■ Dataset
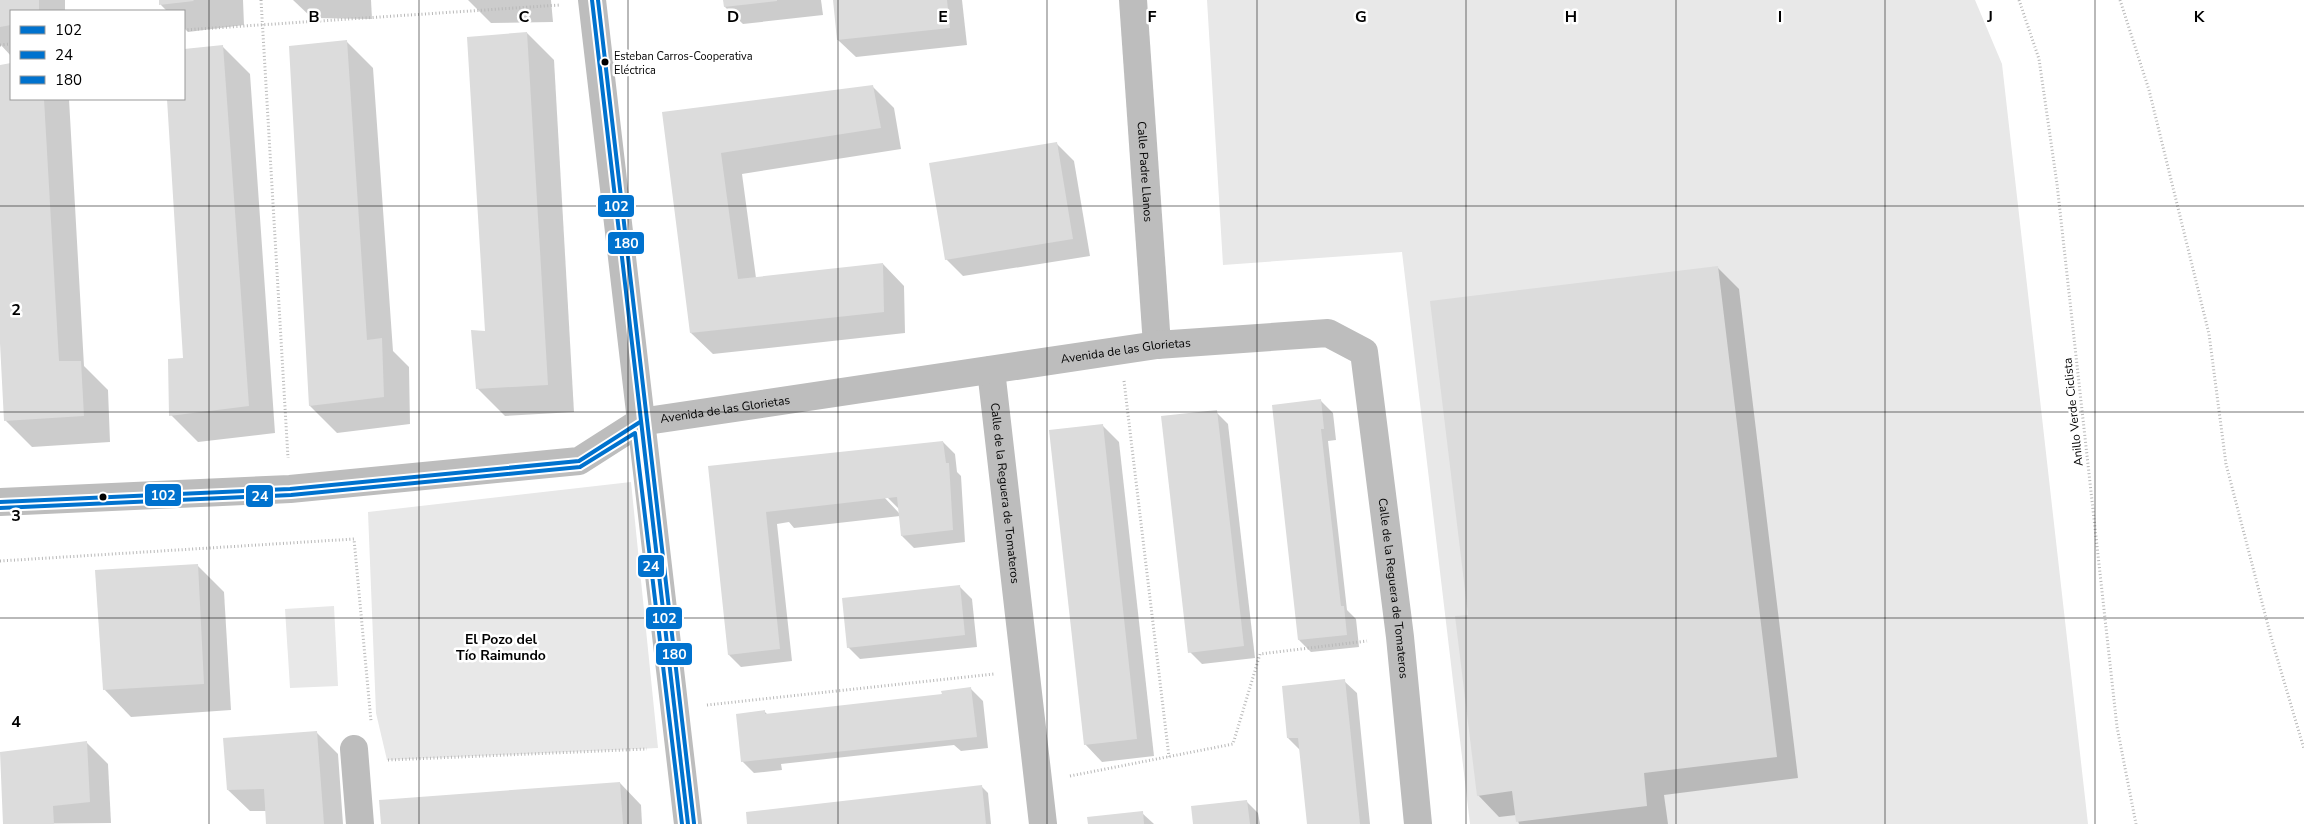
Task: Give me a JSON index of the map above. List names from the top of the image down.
{
  "streets": {
    "street": ["Calle Padre Llanos", "Avenida de las Glorietas", "Calle de la Reguera de Tomateros"],
    "path": ["Anillo Verde Ciclista"]
  },
  "crossings": [
    ["Calle Padre Llanos", "Avenida de las Glorietas"],
    ["Avenida de las Glorietas", "Calle de la Reguera de Tomateros"]
  ],
  "districts": ["El Pozo del Tío Raimundo"],
  "places": ["Esteban Carros-Cooperativa Eléctrica"],
  "lines": ["transit line 102", "transit line 180", "transit line 24"],
  "legend": ["102", "24", "180"],
  "grid": {
    "columns": [
      "B",
      "C",
      "D",
      "E",
      "F",
      "G",
      "H",
      "I",
      "J",
      "K"
    ],
    "rows": ["2", "3", "4"]
  }
}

■ Description of the task
The expected output is each line of the records above that includes the word "Reguera".

■ Output
    "street": ["Calle Padre Llanos", "Avenida de las Glorietas", "Calle de la Reguera de Tomateros"],
    ["Avenida de las Glorietas", "Calle de la Reguera de Tomateros"]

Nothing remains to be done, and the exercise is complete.